Quick read: European banking’s digital experiment

COPYING AND DISTRIBUTING ARE PROHIBITED WITHOUT PERMISSION OF THE PUBLISHER: CHUNT@EUROMONEY.COM

By:
Published on:

European bank chief executives speak obsessively to Euromoney about new and rebooted digital banking arms – read on for a guide to Dominic O’Neill’s in-depth examination of the strategy and rationale behind these projects, and their chances of success.

digital-corridor-istock-780

1.   Digital disruption: why Europe's online banks might ramp up

Disruption is everywhere in European banking and much of it from the banks themselves.

Digital brands are the new battleground for a sector that is ever more competitive with itself while also staving off the challenge from fintech upstarts on the one hand and the bigger tech giants such as Amazon and Facebook on the other.

So far, most online operations have stayed small in comparison to their more traditional parents, but a changing dynamic is seeing banks having to respond to customer demands for quicker, simpler and cheaper services.

The result could be an opportunity for online brands to expand as parents ramp up investment. Read more… 

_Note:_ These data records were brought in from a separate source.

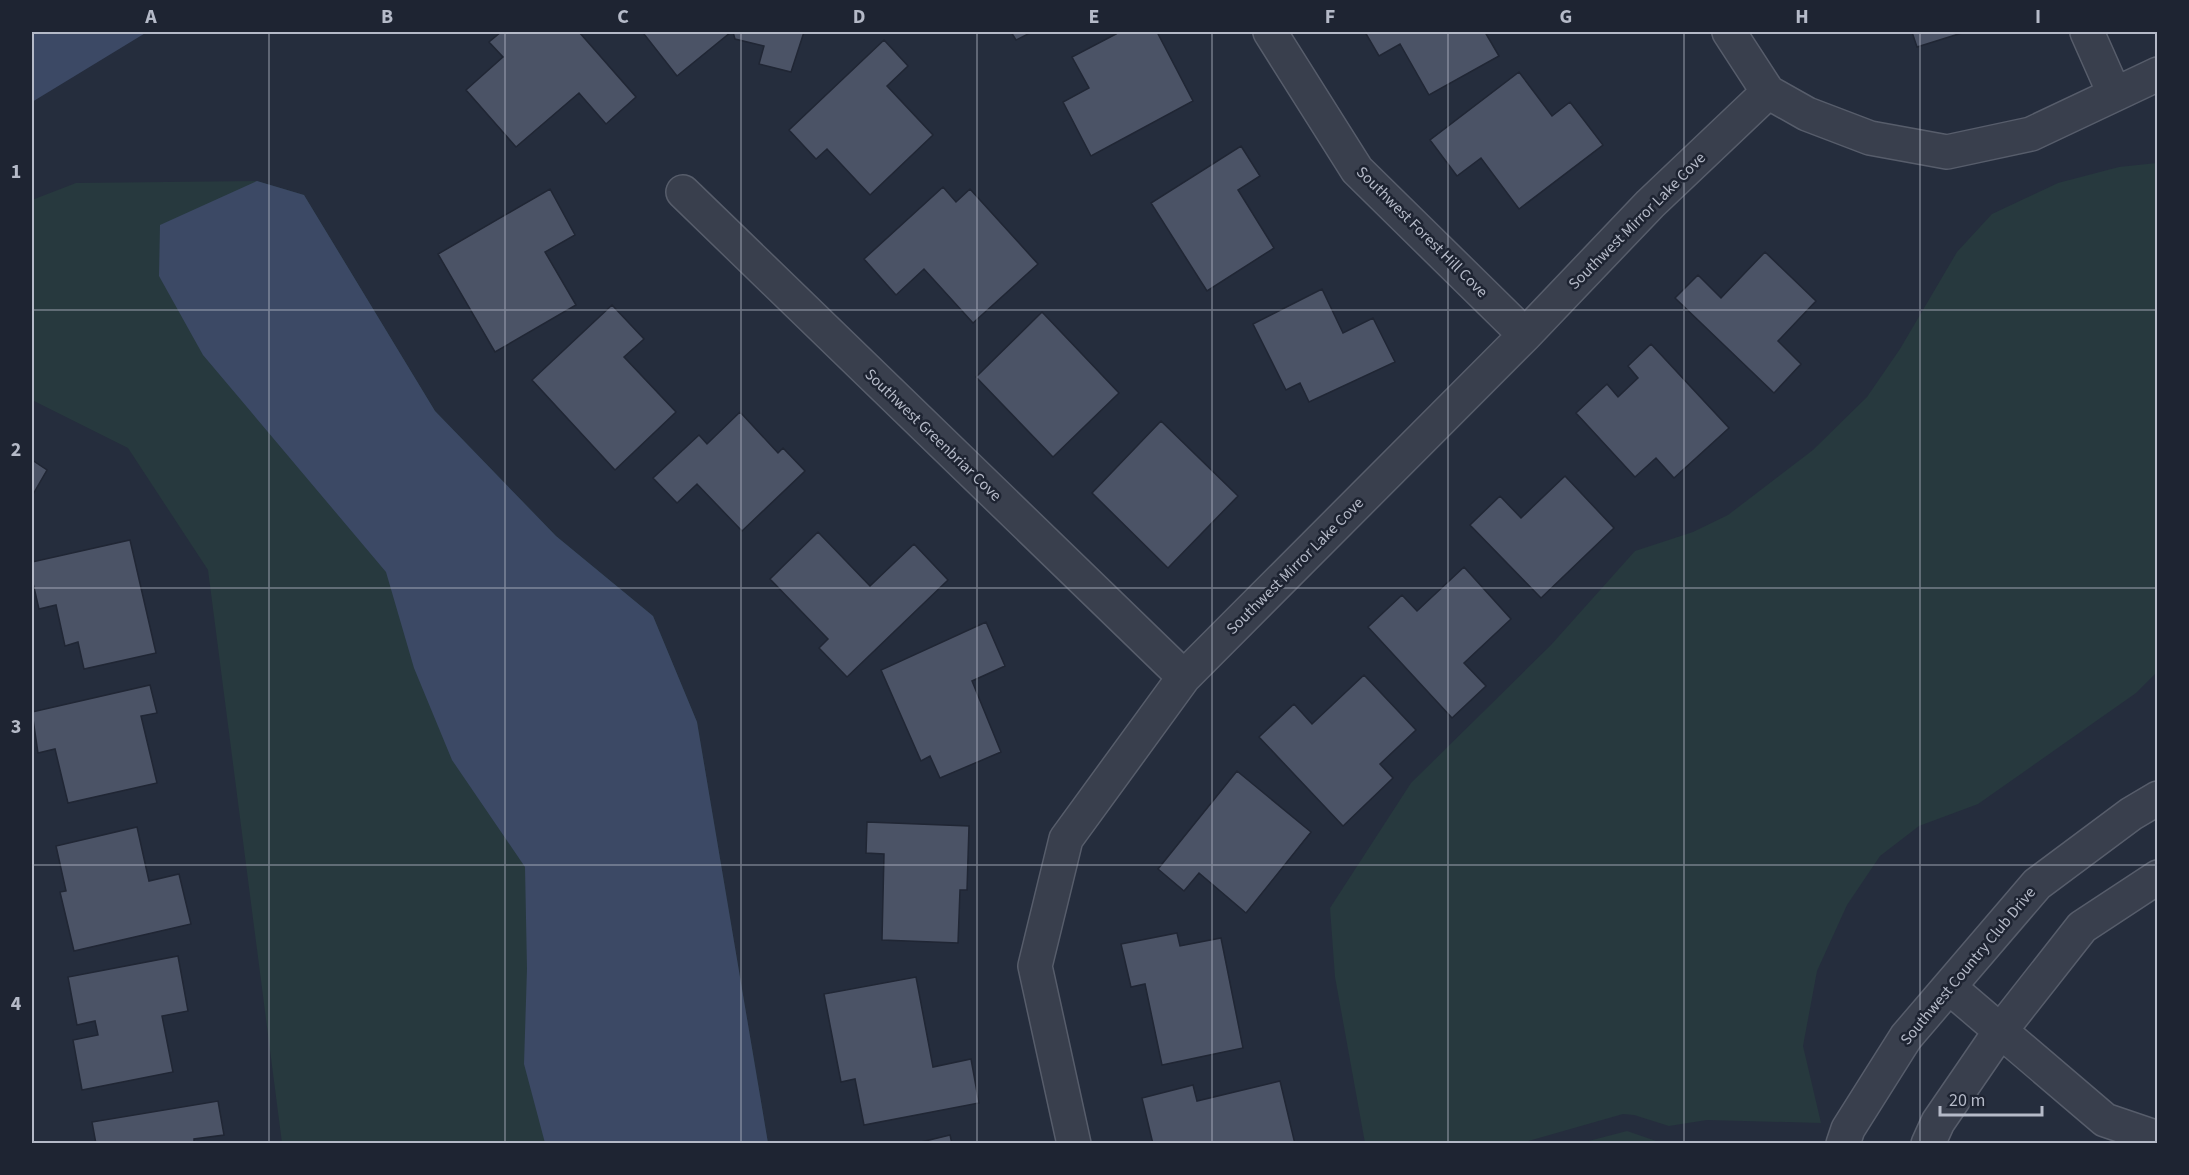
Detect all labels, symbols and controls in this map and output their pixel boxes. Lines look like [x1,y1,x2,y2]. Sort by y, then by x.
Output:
text: A [144,3,157,31]
text: B [381,3,393,31]
text: C [617,3,629,31]
text: D [853,3,865,31]
text: E [1089,3,1099,31]
text: F [1325,3,1335,31]
text: G [1560,3,1572,31]
text: H [1795,3,1809,31]
text: I [2035,3,2041,31]
street label: Southwest Mirror Lake Cove [1563,147,1711,295]
text: 1 [11,158,21,186]
street label: Southwest Forest Hill Cove [1351,161,1493,303]
street label: Southwest Greenbriar Cove [860,364,1006,506]
text: 2 [11,436,21,464]
street label: Southwest Mirror Lake Cove [1221,492,1369,640]
text: 3 [11,713,21,741]
street label: Southwest Country Club Drive [1895,882,2041,1050]
text: 4 [11,990,22,1018]
scale bar [1940,1079,2042,1117]
text: 20 m [1949,1088,1985,1113]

‘Banks were thinking they were the centre of the universe. Now the power is shifting from the institution to the customer.’ – Benoît Legrand, ING


2.    George, bei Erste: how digital can be the better way into the rest of Europe

For a bank looking to spread its wings across Europe, M&A seems like too much trouble. That’s bringing down the price of takeover targets, but passporting and other integration efforts mean that for many banks the more attractive way into a new market is via a digital-only arm.

Commerzbank has done just this with its Polish subsidiary mBank, while Erste’s digital brand George sees good opportunities in markets where the parent does not operate. FinecoBank and ABN Amro’s Moneyou and Prospery are others. Santander’s Openbank could follow.

Regulation is still a challenge, though, as national authorities want control over banks within their borders, whatever they look like. Read more…


‘Banking union has not made much difference. We still can’t move liquidity and capital between subsidiaries.’ – Aris Bogdaneris, ING


3.    The guinea pigs: subsidiaries can show parents the future

It’s not just geographical expansion where banks’ digital arms can come in handy. They are also being used to test out new technology and back office systems.

Santander’s Openbank, for example, is one of the first in the world to operate on cloud-based infrastructure. It only has 135 staff for its one million customers, making it a speedboat to the parent group’s supertanker.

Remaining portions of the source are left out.